# Deadlift tips



## datum (Apr 7, 2020)

conv stance, 635 + 165 chain weight, roughly 800 at lockout
https://www.youtube.com/watch?v=fbdVdLmru0E

sumo stance, 771 + 760
https://www.youtube.com/watch?v=-HsF13H0OM0 https://www.youtube.com/watch?v=f0v57v1jm_4

for starters a persons build determines his/her starting position. other factors include strength and weaknesses in your pull. for instance a puller with shorter arms will have to set up deeper to achieve the proper starting position. longer arms means a higher starting position. also if your lockout is stronger than your "off the floor" power then a higher setup will yield better results. i can lockout more weight than i can get off the floor so i have a higher stating position. whats the advantage of a higher starting position? whats the advantage of squatting higher than ass deep? the higher the squat the more weight you can move. the advantage of a deeper set up is you will be in be more upright position so more weight is shifted to "squatting" the weight off the floor as opposed to pulling it off the floor.

setup is critical for big pulls. if you are properly setup and you let go of the bar you will fall backwards. your arms need to be hanging straight down. this means you are behind the bar as opposed to being over the bar. leverage makes a big difference whenever work is involved. better leverage = more weight being moved with the same amount of work.

also you don't want you arms to be spread open. your hands should be shoulder width at grip.

make your arms as long as possible. takes a lil practice but it will knock several inches off your pull. do not try to shrug the weigh at all. your traps must be relaxed. shoulders rolled slightly forward. arms relaxed except for the death grip. to practice this next time you pull, at lockout, relax your arms and shoulders and see how low you can get the bar to hang. you'll be surprised.

don't pull back past the upright position. the rules say all you gotta be is upright.

once the bar gets past your knees quit trying to pull the weight up and focus more on getting your hips forward. watch the clips i posted and notice my hips. hips forward and the lift is complete. im upright, arms relaxed, shoulder rolled forward, traps relaxed.

sumo is a shorter pull than conventional. i pull sumo in meets but most of my training is done conv. why? i train conv more because its a longer pull. meet time i pull sumo for the shorter pull. also if you have the flexibility using an ultra wide sumo stance is even better. youll be even closed to the floor. i was working with a young lady here in the gym the other night and i had her feet all the way out to the plates. her pull was maybe 8" and she was locked out. she is short with long arms. she was pulling smoother than she ever had and pulling weight more easily. she was also setting up way too deep which did not suit her strengths.
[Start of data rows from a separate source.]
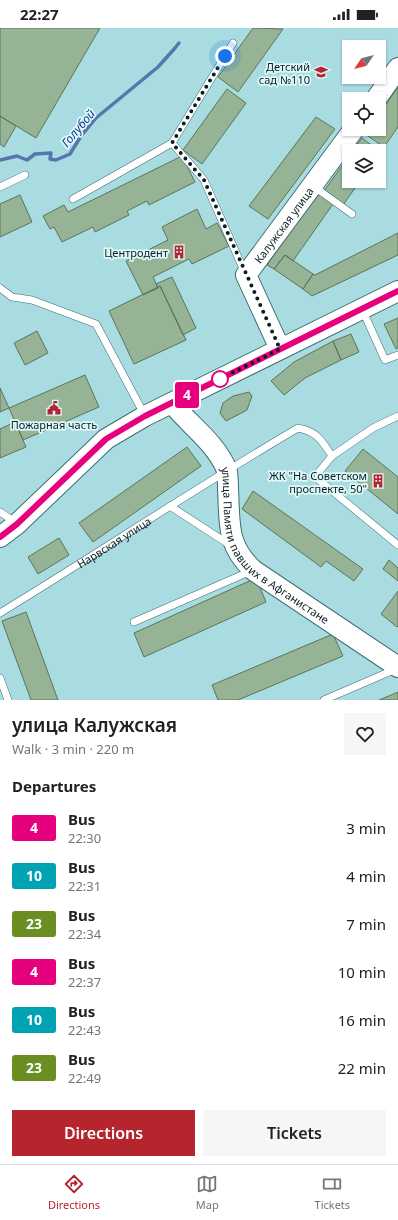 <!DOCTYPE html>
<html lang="en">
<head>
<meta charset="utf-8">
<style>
	body { margin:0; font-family:"Noto Sans",sans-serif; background:#f6f6f6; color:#202124; height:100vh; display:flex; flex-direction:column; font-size:15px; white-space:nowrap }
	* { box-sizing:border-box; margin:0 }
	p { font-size:13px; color:#757577 }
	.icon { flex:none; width:22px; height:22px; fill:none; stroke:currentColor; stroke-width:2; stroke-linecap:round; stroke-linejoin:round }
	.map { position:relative; height:672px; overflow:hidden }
	.sheet { display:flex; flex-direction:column; background:#fff; flex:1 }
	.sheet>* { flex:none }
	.badge { padding:0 8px; border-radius:3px; font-size:14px; line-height:26px }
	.needle { width:26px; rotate:235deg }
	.fabs { position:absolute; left:342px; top:12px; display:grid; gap:8px }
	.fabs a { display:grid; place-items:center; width:44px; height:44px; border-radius:0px; background:#fff; box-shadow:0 1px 3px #0004; font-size:20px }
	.you { position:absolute; width:20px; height:20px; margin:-10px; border:3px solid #fff; border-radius:50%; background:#1a73e8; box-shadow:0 0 0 6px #1a73e833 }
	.map>.badge { position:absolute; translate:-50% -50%; box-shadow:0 0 0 2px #fff }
	h2 { padding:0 12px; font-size:15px; line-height:36px }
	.round { display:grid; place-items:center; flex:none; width:42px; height:42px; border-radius:0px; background:#f6f6f6 }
	.head { display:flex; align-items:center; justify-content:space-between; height:68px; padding:0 12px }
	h1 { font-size:19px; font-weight:600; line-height:30px }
	.primary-button { display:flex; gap:8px; margin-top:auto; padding:8px 12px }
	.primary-button a { flex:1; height:46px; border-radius:0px; background:#b6252d; color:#fff; font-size:16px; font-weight:600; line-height:46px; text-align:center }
	.primary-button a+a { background:#f6f6f6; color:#202124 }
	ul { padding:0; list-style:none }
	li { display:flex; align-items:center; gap:12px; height:48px; padding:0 12px }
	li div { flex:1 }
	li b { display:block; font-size:15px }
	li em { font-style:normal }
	li .badge { min-width:44px; font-weight:700; text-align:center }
	.status { display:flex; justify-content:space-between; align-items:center; height:28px; padding:0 20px; background:#fff; direction:ltr }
	.status svg { height:11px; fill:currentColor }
	.tab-bar { display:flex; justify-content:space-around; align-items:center; height:56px; border-top:1px solid #e0e0e0; background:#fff; font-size:11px; color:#757577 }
	.tab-bar a { display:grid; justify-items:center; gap:2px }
	.tab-bar .current { color:#b6252d }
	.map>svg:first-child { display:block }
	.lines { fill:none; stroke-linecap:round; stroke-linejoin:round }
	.stream { stroke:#5676ae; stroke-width:3.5 }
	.building { fill:#96b395; stroke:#5a7559 }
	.lane-casing { stroke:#3d6d72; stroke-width:8 }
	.secondary-casing { stroke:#3d6d72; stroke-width:22 }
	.lane { stroke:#fff; stroke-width:7 }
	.secondary { stroke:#fff; stroke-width:20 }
	.line-casing { stroke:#fff; stroke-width:9 }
	.line { stroke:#e6007e; stroke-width:6 }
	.walk { stroke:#0b1f21; stroke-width:4; stroke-dasharray:0 7.2 }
	.stop-dot { fill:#fff; stroke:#e6007e; stroke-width:2 }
	.labels { text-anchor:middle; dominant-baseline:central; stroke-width:3.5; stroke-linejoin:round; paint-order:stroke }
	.poi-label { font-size:11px; fill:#0b1f21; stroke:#dff8fa; text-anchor:end }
	.street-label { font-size:11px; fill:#0b1f21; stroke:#dff8fa }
	.water-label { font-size:12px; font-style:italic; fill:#143590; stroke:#dff8fa }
</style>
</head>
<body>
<div class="status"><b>22:27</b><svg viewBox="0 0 49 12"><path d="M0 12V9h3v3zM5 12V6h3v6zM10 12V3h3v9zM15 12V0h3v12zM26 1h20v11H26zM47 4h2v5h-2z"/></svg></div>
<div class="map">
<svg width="398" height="672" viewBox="0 0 398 672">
	<rect width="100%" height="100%" fill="#a9dce1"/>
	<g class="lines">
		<path class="stream" d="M0 132 17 128 27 132 35 126 51 125 50 131 56 132 70 126 81 108 96 90 158 39 175 20 179 15"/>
	</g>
	<path class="building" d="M0 0H100L36 110 0 88Z
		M253 0 283 1 238 64 218 49Z
		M398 59V99L384 119 365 106 368 101H379V86Z
		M227 61 246 75 202 136 183 122Z
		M0 88 16 98 4 119 0 116Z
		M316 89 335 101 268 191 249 178Z
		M362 110 381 124 379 126V123H352Z
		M182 128 195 154 149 177 147 173 127 183 129 187 95 204 93 199 62 214 54 199 50 201 43 188 64 177 68 184Z
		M349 128V153H360L343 177 324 163Z
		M318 165 333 176 293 233 285 227 274 241 267 237Z
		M20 167 32 194 0 209V176Z
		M197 181 206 201 217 195 229 218 192 236 189 231 153 249 158 260 143 267 126 233 168 212 162 199Z
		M398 205V227L312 268 303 261 313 246 315 247Z
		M285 227 313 246 303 261 274 241Z
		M172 249 196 300 183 307 160 258 158 260 156 256Z
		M160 258 186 312 134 336 109 283Z
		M398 290V320L396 321 384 296Z
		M37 303 48 325 25 337 14 315Z
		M351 306 359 324 341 332 333 313Z
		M333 313 341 332 305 350 284 367 271 353 294 334Z
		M85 347 99 379 23 412 9 380Z
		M0 360 9 380 0 384Z
		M249 364 252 368 247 382 226 393 220 385 223 375 233 368Z
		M15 394 26 419 0 430V401Z
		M187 419 201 438 93 514 79 495Z
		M363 421 398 449V486L345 443Z
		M253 463 363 541 354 553 326 533 321 539 242 481Z
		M59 510 69 527 38 546 28 529Z
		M389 532 398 540V553L383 541Z
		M256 550 266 574 144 629 134 605Z
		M398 563V598L397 599 381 586Z
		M26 584 58 672H31L2 593Z
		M333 606 343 628 238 672H218L212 657Z
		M398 664V672H379L396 665Z"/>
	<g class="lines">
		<g class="lane-casing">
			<g id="lane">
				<path d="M233 15 172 115 204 152 245 245"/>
				<path d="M313 158 352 186"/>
				<path d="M0 159 25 147"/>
				<path d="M73 171 172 115"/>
				<path d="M0 260 12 269 32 272 96 296 144 386"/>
				<path d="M362 281 385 332 398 327"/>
				<path d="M332 428 373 400 398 388"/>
				<path d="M170 478 230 517"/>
				<path d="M0 484 15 494"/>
				<path id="s1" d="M0 585C100 524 197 459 298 400 318 404 321 412 332 428L318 445 319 452 398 517"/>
				<path d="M134 594 251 543"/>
				<path d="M0 650 8 672"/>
				<path d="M324 672 396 641"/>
			</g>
		</g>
		<g class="secondary-casing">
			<g id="secondary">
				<path d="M376 71 398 40"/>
				<path id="s2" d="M280 321 246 247 354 101"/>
				<path id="s3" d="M172 375C189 397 214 413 226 440 228 446 228 454 228 461 230 496 226 516 253 542L398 639"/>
				<path d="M0 509 17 496 106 411 145 388 398 263"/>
			</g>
		</g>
		<use href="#lane" class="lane"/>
		<use href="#secondary" class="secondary"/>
	</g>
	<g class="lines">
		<g class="line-casing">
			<path id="line" d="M0 509 17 496 106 411 145 388 398 263"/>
		</g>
		<use href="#line" class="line"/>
		<path class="walk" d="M220 351 280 321 204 152 172 115 225 28"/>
	</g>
	<defs>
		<g id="school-bare" transform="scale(1.08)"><path d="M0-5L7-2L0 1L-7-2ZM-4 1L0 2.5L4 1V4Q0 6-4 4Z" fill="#b6252d" stroke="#dff8fa" stroke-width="2.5" paint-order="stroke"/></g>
		<g id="building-bare" transform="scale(1.08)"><path d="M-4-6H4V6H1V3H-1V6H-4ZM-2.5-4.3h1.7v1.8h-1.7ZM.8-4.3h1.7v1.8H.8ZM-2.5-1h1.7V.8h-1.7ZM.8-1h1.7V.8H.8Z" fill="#b6252d" stroke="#dff8fa" stroke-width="2.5" paint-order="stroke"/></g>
		<g id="civic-bare" transform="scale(1.08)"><path d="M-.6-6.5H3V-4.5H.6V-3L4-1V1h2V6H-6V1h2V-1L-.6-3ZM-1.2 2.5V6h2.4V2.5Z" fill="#b6252d" stroke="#dff8fa" stroke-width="2.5" paint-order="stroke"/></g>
	</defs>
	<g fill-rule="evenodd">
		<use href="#school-bare" x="321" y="44"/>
		<use href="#building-bare" x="179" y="224"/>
		<use href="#civic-bare" x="54" y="380"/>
		<use href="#building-bare" x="378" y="453"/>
	</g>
	<circle class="stop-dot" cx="220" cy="351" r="8"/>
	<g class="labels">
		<g class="poi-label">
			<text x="310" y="38">Детский<tspan x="310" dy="13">сад №110</tspan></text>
			<text x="168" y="224">Центродент</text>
			<text x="54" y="396" text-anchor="middle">Пожарная часть</text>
			<text x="367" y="447">ЖК "На Советском<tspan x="367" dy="13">проспекте, 50"</tspan></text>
		</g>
		<g class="street-label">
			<text stroke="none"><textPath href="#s2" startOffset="144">Калужская улица</textPath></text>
			<text stroke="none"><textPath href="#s1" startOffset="134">Нарвская улица</textPath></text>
			<text stroke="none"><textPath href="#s3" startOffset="184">улица Памяти павших в Афганистане</textPath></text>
		</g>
		<g class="water-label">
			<text transform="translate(78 100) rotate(-50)">Голубой</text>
		</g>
	</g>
</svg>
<div class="fabs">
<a><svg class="needle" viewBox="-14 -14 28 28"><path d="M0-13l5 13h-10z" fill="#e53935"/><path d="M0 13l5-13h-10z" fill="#757577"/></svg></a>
<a><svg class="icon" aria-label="locate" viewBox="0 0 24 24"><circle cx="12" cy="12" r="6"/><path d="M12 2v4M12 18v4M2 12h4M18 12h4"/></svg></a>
<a><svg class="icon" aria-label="layers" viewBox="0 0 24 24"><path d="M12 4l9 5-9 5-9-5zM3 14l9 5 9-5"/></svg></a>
</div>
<div class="you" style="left:225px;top:28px"></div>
<b class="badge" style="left:187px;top:367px;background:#e6007e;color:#fff">4</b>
</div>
<section class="sheet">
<div class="head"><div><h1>улица Калужская</h1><p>Walk · 3 min · 220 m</p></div><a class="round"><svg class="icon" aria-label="heart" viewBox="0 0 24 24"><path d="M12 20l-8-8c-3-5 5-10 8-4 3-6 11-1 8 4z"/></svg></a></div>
<h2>Departures</h2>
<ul>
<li><span class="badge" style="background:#e6007e;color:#fff">4</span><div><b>Bus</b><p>22:30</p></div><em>3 min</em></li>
<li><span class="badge" style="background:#00a3b4;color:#fff">10</span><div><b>Bus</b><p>22:31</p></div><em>4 min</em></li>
<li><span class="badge" style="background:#6b8e23;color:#fff">23</span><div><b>Bus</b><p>22:34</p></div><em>7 min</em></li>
<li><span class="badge" style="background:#e6007e;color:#fff">4</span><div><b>Bus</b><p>22:37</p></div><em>10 min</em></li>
<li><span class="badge" style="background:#00a3b4;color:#fff">10</span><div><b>Bus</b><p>22:43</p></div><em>16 min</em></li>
<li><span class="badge" style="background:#6b8e23;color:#fff">23</span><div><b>Bus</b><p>22:49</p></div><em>22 min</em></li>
</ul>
<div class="primary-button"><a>Directions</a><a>Tickets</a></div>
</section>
<nav class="tab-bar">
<a class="current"><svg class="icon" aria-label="directions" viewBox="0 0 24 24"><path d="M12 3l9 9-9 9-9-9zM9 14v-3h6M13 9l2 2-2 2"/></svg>Directions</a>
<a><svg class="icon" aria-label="map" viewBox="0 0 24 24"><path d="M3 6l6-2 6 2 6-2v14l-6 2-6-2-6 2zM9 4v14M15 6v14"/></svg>Map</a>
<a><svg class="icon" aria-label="tickets" viewBox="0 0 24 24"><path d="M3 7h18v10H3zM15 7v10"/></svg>Tickets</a>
</nav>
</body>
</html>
taking the slack outta the bar. (this means to have the bar bent as far as its gonna bend without the weight coming off the floor). once setup there is a couple ways to do this. after setting up and just before you pull arch your back upward slightly. this will take the slack out of the bar, pull your shoulders/traps down and get you in the highest starting position possible with your set up style. the other method is to setup jes a tad deeper than you normally would and using leg drive to do this. i prefer the first method esp if im in gear. here's a clip of this

700 x 2
https://www.youtube.com/watch?v=_wiFbXU42NE

well there is a lot of info dumped on yall. to start with your #s may go down but in the long run this stuff flat out works. i was stuck for a long time with a 675 pull. i went to winston-salem to train with travis mash one day and he worked with me and gave me all this stuff to do. my #s did go down at first but within 5 months i pulled 804. i filmed my pulls and watched them over and over til i got it right. im not saying my form is perfect but it is a lot better than it was. the biggest difference is i used to be locked out with the bar above my pecker. now as you can see its near mid thigh. that's at least 8 inches knocked off my pull.


----------



## tinymk (Apr 7, 2020)

Good post brother


----------



## BrotherIron (Apr 7, 2020)

A cue I use to teach getting the hips through "is pinch a penny".  Squeeze your glutes as hard as you can.  That will bring the hips through and also keep someone from over extending their back at the top.

Good post and solid lifts.


----------



## Sicwun88 (Apr 7, 2020)

Thanks good information!


----------



## ATLRigger (Apr 7, 2020)

Good info.


----------



## Dark (Apr 9, 2020)

Really good stuff. I’m 6’2 with longer arms. Not taking advantage of them, gonna start.


----------



## bogie418 (Apr 9, 2020)

Great post. Thanks.   Do you have a particular routine you followed?

I just beat my previous deadlift PR by 50 lbs.  I had a good day and felt strong and just kept going.  It wiped me out.  I ate and ate and couldnt get full for 2 days.  Now Im not sure if I should deload or just keep the pedal to the metal....I love deadlifts.


----------